B. UN MODÈLE ÉCONOMIQUE FRAGILISÉ
1. Les avantages concédés au diesel ne se justifient plus aujourd'hui
Actuellement, les véhicules diesel représentent plus de 60 % de l'ensemble du parc automobile en circulation en France . Et les véhicules diesel les plus anciens, de plus de 12 ans, représentent 27 % de ce parc.
L'évolution n'a cessé d'être croissante depuis plusieurs années. En 1980, les véhicules diesel ne représentaient que 5 % des immatriculations. En 2013, 67 % des véhicules neufs vendus étaient des véhicules fonctionnant au gazole (contre 53,3 % en moyenne en Europe de l'Ouest).
Selon les données du Comité des constructeurs français d'automobiles (CCFA), les véhicules diesel représentaient encore plus de 65,2 % des nouvelles immatriculations sur les six premiers mois de 2014 en France, contre 53,4 % en moyenne en Europe de l'Ouest.
Source : CCFA
La part du gazole dans le total des consommations de carburants dépasse 80 % en France , au lieu de moins de 70 % au sein de l'Union européenne, et certains secteurs professionnels sont dépendants quasi exclusivement du gazole.
Cette situation est due en grande partie au fait que le gazole a d'abord été un carburant destiné aux poids lourds, à usage professionnel, et a donc bénéficié historiquement d'une fiscalité préférentielle. Les constructeurs automobiles ont ensuite fait un pari industriel, encouragé par un régime fiscal dérogatoire qui n'a jamais été remis en cause.
Le gazole bénéficie en effet d'un taux réduit de taxe intérieure de consommation sur les produits énergétiques (TICPE), qui constitue la principale taxe portant sur les produits pétroliers.
L'écart de taxation entre l'essence et le gazole est actuellement de 17 centimes par litre en faveur du gazole alors que cet écart est en moyenne de l'ordre de 12 centimes par litre au sein de l'Union européenne à 27.

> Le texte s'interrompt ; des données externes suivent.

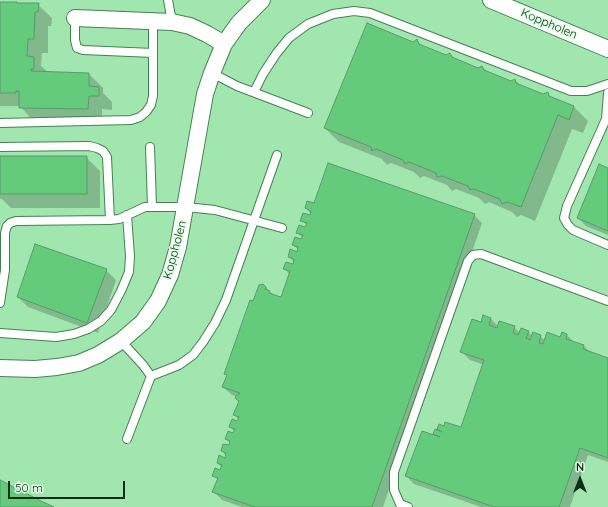 <!DOCTYPE html>
<style>
body{margin:0}
#map{position:relative;width:608px;height:507px;overflow:hidden;background:#a2e6af;font-family:Quicksand,sans-serif}
canvas{display:block}
.north{position:absolute;left:560px;top:459px;width:40px;height:40px;-webkit-text-stroke:3px #ddfee2;paint-order:stroke;rotate:0deg;font-size:11px;font-weight:700;line-height:16px;text-align:center;color:#112d18}
.north::after{content:'';display:block;margin:auto;width:14px;height:18px;background:#112d18;clip-path:polygon(50% 0,100% 100%,50% 72%,0 100%)}
.scale{position:absolute;left:8px;top:481px;width:117px;height:18px;box-sizing:border-box;border:2px solid #112d18;border-top:0;padding-left:5px;font-size:12px;line-height:14px;white-space:nowrap;color:#112d18;-webkit-text-stroke:3px #ddfee2;paint-order:stroke}
</style>
<div id="map">
<canvas width="608" height="507"></canvas>
<div class="north">N</div>
<div class="scale">50 m</div>
</div>
<script>
const context = document.querySelector('canvas').getContext('2d');
context.lineJoin = 'round';
function fillPath(path, color) { context.fillStyle = color; context.fill(path, 'evenodd'); }
const shape = rows => new Path2D(rows.map(r => 'M' + r).join(''));
function trace(path, color, width, dash) { context.strokeStyle = color; context.lineWidth = width; context.lineCap = dash ? 'butt' : 'round'; context.setLineDash(dash || []); context.stroke(path); }
function label(font, color, halo, rows, align = 'center') {
  context.font = font + ' Quicksand,sans-serif'; context.lineWidth = 3; context.setLineDash([]); context.textBaseline = 'middle'; context.strokeStyle = halo; context.fillStyle = color; for (const [text, x, y, turn = 0] of rows) {
    context.save(); context.translate(x, y); context.rotate((+turn || 0) * Math.PI / 180); context.textAlign = isNaN(turn) ? turn : align; if (halo) context.strokeText(text, 0, 0); context.fillText(text, 0, 0); context.restore();
  }
}
fillPath(shape([
 [0,3,37,4,52,18,51,26,48,26,48,53,42,53,41,66,48,72,89,74,103,88,103,93,112,102,112,110,102,109,102,123,34,122,20,106,0,106],
 [417,41,423,47,446,56,450,54,456,60,478,69,482,67,488,73,511,82,515,80,520,85,543,95,547,93,553,99,574,107,588,121,583,133,572,129,535,221,521,215,517,217,512,212,489,202,485,204,479,198,456,189,452,191,447,185,424,176,420,178,414,172,391,163,387,165,382,159,339,142,325,128,413,43],
 [0,157,86,157,100,171,100,208,11,208,2,199,0,199],
 [608,169,608,235,586,226,578,218],
 [315,204,474,215,482,223,383,507,242,507,222,500,214,492,218,480,214,476,221,471,222,468,218,463,225,459,226,456,222,451,230,447,231,444,226,439,234,434,235,432,230,427,238,423,239,420,235,415,239,401,236,396,232,395,223,387,227,376,225,374,253,302,265,286,273,295,282,298,290,275,285,269,293,265,294,262,289,257,298,253,299,250,293,245,302,241,303,238,297,233,306,229,307,226,302,220,310,216,311,214,306,208],
 [106,270,116,280,98,333,28,307,18,297],
 [491,319,498,326,514,327,520,333,528,332,533,336,540,336,545,341,561,338,567,335,574,342,584,346,591,353,608,359,608,462,588,455,570,507,481,507,414,484,406,476,434,436,436,430,442,433,438,429,444,427,461,428,484,365,470,360,462,352,481,323]
]), '#0003');
const building = shape([
 [0,2,17,2,17,3,39,3,38,12,35,12,34,39,28,39,27,56,34,57,34,69,31,69,31,71,89,73,89,86,99,87,99,96,89,96,88,109,19,108,19,91,16,91,16,93,0,93,0,2],
 [367,23,413,42,417,39,419,44,446,55,450,53,452,57,478,68,482,66,484,70,511,81,515,79,516,83,543,94,548,92,549,96,574,106,569,120,558,115,521,207,507,202,502,204,500,199,474,189,470,190,468,186,442,176,437,177,436,173,409,162,405,164,403,160,376,149,372,151,371,147,324,128,367,23],
 [0,156,87,156,87,194,0,194,0,156],
 [328,163,475,214,372,507,255,507,212,492,218,478,212,476,215,468,220,470,222,465,217,463,219,455,225,458,226,453,221,451,223,444,229,445,230,441,225,439,228,431,233,433,235,429,229,427,232,419,237,421,239,417,233,415,239,401,236,399,235,397,240,393,222,387,227,375,224,374,250,300,253,301,259,285,263,284,266,287,265,289,270,291,269,293,281,297,290,271,283,269,286,262,293,264,294,259,288,257,290,249,297,252,298,247,292,245,295,237,301,239,303,235,296,233,299,225,305,227,307,223,300,221,303,213,310,215,311,211,305,208,307,201,314,203,328,163],
 [599,164,608,168,608,231,577,218,599,164],
 [35,244,107,269,87,323,17,297,35,244],
 [483,315,491,318,489,325,497,328,499,321,515,326,513,333,518,335,521,328,529,331,526,338,530,340,533,332,541,335,539,343,543,344,547,332,560,337,562,332,567,334,566,339,584,345,583,349,608,358,608,458,580,448,559,507,494,507,405,476,422,431,440,437,433,434,435,429,442,432,437,429,439,424,444,426,445,422,461,427,484,360,460,352,472,319,481,322,483,315],
 [0,480,41,501,54,507,0,507,0,480]
]);
fillPath(building, '#64cb7d');
trace(building, '#5a9b68', 1);
const service = shape([
 [168,0,172,22],
 [75,18,75,40,77,48,83,50,153,53],
 [212,73,237,86,308,113],
 [254,92,263,74,276,54,289,38,308,24,333,14,354,11,370,13,571,91,587,91,608,84],
 [608,93,606,119,567,206,564,218,568,225,573,230,608,245],
 [0,123,131,120,140,117,146,112,151,105,153,96,153,21],
 [0,147,89,146,97,148,103,151,107,157,110,220],
 [150,147,152,206],
 [0,303,5,270,5,233,7,226,10,223,16,221,110,220,119,219,145,207,186,207,215,210,282,228],
 [0,333,56,337,74,334,88,329,101,321,111,310,121,291,129,272,130,256,127,215],
 [121,341,143,365,151,376,127,439],
 [151,376,179,365,193,355,203,342,215,323,226,300,277,155],
 [408,507,400,504,394,490,394,472,468,261,473,255,481,254,608,301]
]);
const minor = shape([
 [491,0,608,49],
 [75,18,172,22,190,26,207,34,224,44],
 [0,368,35,369,57,367,79,363,98,355,121,341,143,322,158,301,170,275,178,247,205,94,212,73,224,44,239,23,262,0]
]);
trace(service, '#428351', 10);
trace(minor, '#428351', 18);
trace(service, '#fff', 8);
trace(minor, '#fff', 16);
label('12px', '#112d18', '#ddfee2', [
 ["Koppholen",549,24,23],
 ["Koppholen",175,250,-75]
]);
</script>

Cet écart de taxation a pourtant récemment été critiqué par la Cour des comptes, dans un référé du 17 décembre 2012 dans lequel elle souligne que le taux réduit de TICPE du diesel par rapport à l'essence a représenté en 2011 une perte de recettes de 6,9 milliards d'euros .
Le taux de la TICPE sur le gazole fait en outre l'objet de nombreuses mesures dérogatoires, à finalités généralement sectorielles. L'ensemble de ces mesures au titre de la TICPE a représenté des dépenses fiscales de plus de 3 milliards d'euros en 2011 .
Les justifications de ce régime fiscal coûteux sont aujourd'hui remises en cause, notamment l'argument d'une consommation de carburant moins importante des véhicules diesel au kilomètre parcouru.
La Cour des comptes, dans son référé, considère en effet que « selon l'Agence de l'environnement et de la maîtrise de l'énergie, l'écart entre les deux types s'est fortement réduit puisque les véhicules diesel neufs consomment en moyenne 4,8 litres pour 100 kilomètres contre 5,6 pour les véhicules à essence » . Elle ajoute : « Sur le plan environnemental, les émissions de CO 2 produites par un véhicule diesel sont du même ordre que celles des automobiles à essence mais le contenu en CO 2 par tonne-équivalent-pétrole du diesel est supérieur à celui de l'essence » .
Au-delà, afin de se conformer aux normes européennes, les constructeurs automobiles doivent investir dans des technologies de « dépollution » particulièrement coûteuses comme le filtre à particules à régénération périodique automatique, indispensable pour atteindre la norme Euro 5, ou encore la technologie SCR (Selective catalytic reduction) indispensable pour la norme Euro 6 de 2014.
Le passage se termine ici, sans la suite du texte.